Tuesday, May 27, 2014

The Pluralist Newsletter



May 26, 2014

Jenny Baruchi challenged the Israeli economic system. She matriculated to Hebrew University and, in doing so, lost many rights afforded to her by the state as a destitute single mother. The state assumed that if she could afford university, then she did not need financial help. Jenny questioned whether if she was a poor yeshiva student instead of a single mother, would she still receive economic stipends for her studies? These types of questions inspired a series of landmark decisions by the Supreme Court, culminating yesterday when IRAC won an important victory against this kind of preferential treatment.

Jenny was right. Some 10,000 yeshiva students who fit specific economic criteria receive stipends from the State of Israel paid directly from the Ministry of Education to their pockets. Such payments are supposed to be given, according to Israeli law, only to people who are unable to work, and therefore students are not eligible because they choose to study rather than to enter the workforce. However, for decades the State has continued to pay these stipends to yeshiva students even though the Supreme Court ruled the payments to yeshiva students illegal. The payments were subsequently limited to 5 years for each student under the age of 29. In January 2011, IRAC filed a petition at the Supreme Court stating that this practice is discriminatory.

The government argued in the court that these stipends were helping economic integration of the Haredi community, but the reality was the exact opposite. The stipends encouraged Haredi men, who have the highest unemployment rate in Israel, to remain in yeshiva instead of learning hard skills and joining the workforce. Usually by that point in the yeshiva student’s life, he has a large family and would be unable 
to earn a living in any other way. Even if he wanted to enter the workforce, he would be trapped in 
self-imposed poverty.

Yesterday, a panel of 7 judges unanimously ruled in IRAC's favor stating that economic assistance for yeshiva students is illegal and will be ended by 2015. As Justice Rubinstein stated in the court's decision, this is a critical step both for the Haredi sector and for the society as a whole. What makes this victory significant is the historic step in the direction toward all members of society contributing equally and having the opportunity to benefit equally from the state.
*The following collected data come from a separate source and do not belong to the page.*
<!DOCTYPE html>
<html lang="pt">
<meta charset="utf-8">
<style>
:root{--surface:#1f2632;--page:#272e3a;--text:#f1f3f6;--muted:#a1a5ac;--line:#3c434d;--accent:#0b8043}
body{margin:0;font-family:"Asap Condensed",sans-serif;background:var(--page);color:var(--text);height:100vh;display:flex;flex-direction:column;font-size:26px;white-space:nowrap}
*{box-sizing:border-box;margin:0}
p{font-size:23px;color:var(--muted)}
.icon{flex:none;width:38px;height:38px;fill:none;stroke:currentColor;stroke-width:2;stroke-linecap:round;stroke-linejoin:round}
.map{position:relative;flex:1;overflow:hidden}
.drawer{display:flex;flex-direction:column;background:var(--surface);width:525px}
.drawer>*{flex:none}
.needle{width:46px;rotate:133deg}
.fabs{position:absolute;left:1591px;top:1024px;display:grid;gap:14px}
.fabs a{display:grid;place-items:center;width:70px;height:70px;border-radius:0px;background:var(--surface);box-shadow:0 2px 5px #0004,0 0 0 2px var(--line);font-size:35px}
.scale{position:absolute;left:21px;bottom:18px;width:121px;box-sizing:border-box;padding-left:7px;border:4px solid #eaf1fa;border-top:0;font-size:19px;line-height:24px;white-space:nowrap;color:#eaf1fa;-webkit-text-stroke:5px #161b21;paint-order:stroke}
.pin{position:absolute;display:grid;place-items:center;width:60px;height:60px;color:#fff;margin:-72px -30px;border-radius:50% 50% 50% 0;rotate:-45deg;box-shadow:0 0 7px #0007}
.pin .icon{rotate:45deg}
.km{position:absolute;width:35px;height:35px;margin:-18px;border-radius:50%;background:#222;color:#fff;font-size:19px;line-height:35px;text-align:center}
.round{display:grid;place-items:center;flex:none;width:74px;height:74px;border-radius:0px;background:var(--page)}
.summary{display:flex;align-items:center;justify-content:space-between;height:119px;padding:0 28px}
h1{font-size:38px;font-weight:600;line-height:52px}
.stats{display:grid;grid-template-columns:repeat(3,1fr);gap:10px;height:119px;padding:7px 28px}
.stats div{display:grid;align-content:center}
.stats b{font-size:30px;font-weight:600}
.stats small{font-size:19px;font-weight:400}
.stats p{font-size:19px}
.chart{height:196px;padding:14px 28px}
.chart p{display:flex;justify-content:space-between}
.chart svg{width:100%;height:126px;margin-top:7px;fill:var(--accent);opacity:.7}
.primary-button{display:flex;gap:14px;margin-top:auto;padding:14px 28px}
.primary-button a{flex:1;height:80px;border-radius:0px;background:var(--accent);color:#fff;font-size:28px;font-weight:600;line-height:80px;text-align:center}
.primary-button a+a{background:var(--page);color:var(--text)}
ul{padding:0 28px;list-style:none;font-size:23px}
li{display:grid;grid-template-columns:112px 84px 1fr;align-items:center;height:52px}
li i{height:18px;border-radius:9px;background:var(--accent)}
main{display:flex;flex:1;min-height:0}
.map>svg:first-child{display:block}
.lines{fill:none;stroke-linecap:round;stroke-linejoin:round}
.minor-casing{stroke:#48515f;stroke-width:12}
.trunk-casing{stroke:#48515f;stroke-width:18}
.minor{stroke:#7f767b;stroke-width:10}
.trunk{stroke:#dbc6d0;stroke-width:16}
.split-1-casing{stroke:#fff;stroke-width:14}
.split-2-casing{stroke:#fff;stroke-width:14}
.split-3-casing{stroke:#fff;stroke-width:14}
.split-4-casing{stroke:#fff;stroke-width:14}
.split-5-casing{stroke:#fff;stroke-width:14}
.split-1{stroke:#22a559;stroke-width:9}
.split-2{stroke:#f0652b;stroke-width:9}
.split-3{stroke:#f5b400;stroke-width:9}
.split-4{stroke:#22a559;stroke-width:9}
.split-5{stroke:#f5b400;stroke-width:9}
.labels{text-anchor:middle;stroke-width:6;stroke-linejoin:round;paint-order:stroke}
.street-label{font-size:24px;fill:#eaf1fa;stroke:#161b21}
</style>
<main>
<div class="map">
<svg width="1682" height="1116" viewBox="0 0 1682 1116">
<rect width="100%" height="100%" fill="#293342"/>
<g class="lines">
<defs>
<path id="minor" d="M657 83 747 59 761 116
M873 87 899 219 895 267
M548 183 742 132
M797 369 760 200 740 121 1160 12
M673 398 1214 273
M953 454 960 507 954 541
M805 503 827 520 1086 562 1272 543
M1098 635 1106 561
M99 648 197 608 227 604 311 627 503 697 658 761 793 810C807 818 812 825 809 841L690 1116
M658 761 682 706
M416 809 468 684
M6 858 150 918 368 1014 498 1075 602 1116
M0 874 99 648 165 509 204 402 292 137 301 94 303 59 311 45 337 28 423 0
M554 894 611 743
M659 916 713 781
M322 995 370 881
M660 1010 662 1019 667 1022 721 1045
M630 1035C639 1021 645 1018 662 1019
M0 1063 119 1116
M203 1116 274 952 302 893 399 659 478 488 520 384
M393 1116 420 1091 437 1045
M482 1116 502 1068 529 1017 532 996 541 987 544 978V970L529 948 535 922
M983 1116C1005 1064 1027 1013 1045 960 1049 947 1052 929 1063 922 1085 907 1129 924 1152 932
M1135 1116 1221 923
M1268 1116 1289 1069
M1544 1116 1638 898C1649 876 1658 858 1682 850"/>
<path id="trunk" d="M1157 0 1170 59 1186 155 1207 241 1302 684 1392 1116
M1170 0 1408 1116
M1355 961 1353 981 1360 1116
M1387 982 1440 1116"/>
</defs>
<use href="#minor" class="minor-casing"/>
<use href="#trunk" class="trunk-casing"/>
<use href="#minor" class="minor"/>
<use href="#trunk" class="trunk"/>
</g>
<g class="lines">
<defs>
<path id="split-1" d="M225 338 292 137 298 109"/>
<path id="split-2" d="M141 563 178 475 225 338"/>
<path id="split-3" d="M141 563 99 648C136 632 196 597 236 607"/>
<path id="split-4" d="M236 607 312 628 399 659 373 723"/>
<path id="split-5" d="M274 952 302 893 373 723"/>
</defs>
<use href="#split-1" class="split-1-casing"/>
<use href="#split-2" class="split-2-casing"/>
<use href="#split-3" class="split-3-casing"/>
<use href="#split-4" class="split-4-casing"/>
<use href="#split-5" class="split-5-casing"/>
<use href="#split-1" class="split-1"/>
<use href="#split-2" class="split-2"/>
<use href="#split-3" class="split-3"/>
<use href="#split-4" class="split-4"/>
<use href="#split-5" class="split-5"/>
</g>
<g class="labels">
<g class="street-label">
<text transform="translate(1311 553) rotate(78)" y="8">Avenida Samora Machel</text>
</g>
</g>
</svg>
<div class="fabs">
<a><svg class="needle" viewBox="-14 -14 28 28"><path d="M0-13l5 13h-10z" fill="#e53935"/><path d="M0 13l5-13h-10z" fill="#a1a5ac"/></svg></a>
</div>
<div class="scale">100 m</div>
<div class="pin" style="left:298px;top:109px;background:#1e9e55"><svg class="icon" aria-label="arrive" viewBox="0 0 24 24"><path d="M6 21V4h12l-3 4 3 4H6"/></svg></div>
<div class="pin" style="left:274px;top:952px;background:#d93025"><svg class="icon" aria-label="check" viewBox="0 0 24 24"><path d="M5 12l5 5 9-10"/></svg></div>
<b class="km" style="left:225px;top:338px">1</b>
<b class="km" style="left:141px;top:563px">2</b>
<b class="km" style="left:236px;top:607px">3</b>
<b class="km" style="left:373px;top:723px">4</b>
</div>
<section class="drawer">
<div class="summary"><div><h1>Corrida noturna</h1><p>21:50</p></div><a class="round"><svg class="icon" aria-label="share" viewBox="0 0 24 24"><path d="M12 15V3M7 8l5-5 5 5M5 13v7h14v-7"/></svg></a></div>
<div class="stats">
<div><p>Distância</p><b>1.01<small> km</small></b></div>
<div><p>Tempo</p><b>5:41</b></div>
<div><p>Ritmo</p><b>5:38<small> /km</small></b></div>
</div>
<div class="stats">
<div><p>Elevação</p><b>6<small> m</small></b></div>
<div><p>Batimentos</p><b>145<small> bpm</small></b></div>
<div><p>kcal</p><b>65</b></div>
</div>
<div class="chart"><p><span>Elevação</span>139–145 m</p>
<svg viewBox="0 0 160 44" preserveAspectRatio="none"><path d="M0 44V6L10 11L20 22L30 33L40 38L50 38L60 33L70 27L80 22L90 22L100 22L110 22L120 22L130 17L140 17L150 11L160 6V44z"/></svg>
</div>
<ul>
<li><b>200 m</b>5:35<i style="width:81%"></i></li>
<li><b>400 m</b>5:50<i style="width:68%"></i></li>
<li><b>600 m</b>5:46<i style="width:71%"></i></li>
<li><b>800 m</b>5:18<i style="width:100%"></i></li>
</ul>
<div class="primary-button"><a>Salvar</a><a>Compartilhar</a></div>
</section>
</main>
Combining Torah study with real world experiences is as old as Jewish learning itself. The great sages of the Talmud could all have been found in the Yellow Pages of their time. Maimonides was a physician, Hillel a lumberjack, and Yochanan ben Zakai was a cobbler. They all had professions and worked for a living, and they were all models of Torah scholarship. Our Israeli Torah scholars are capable of doing the same.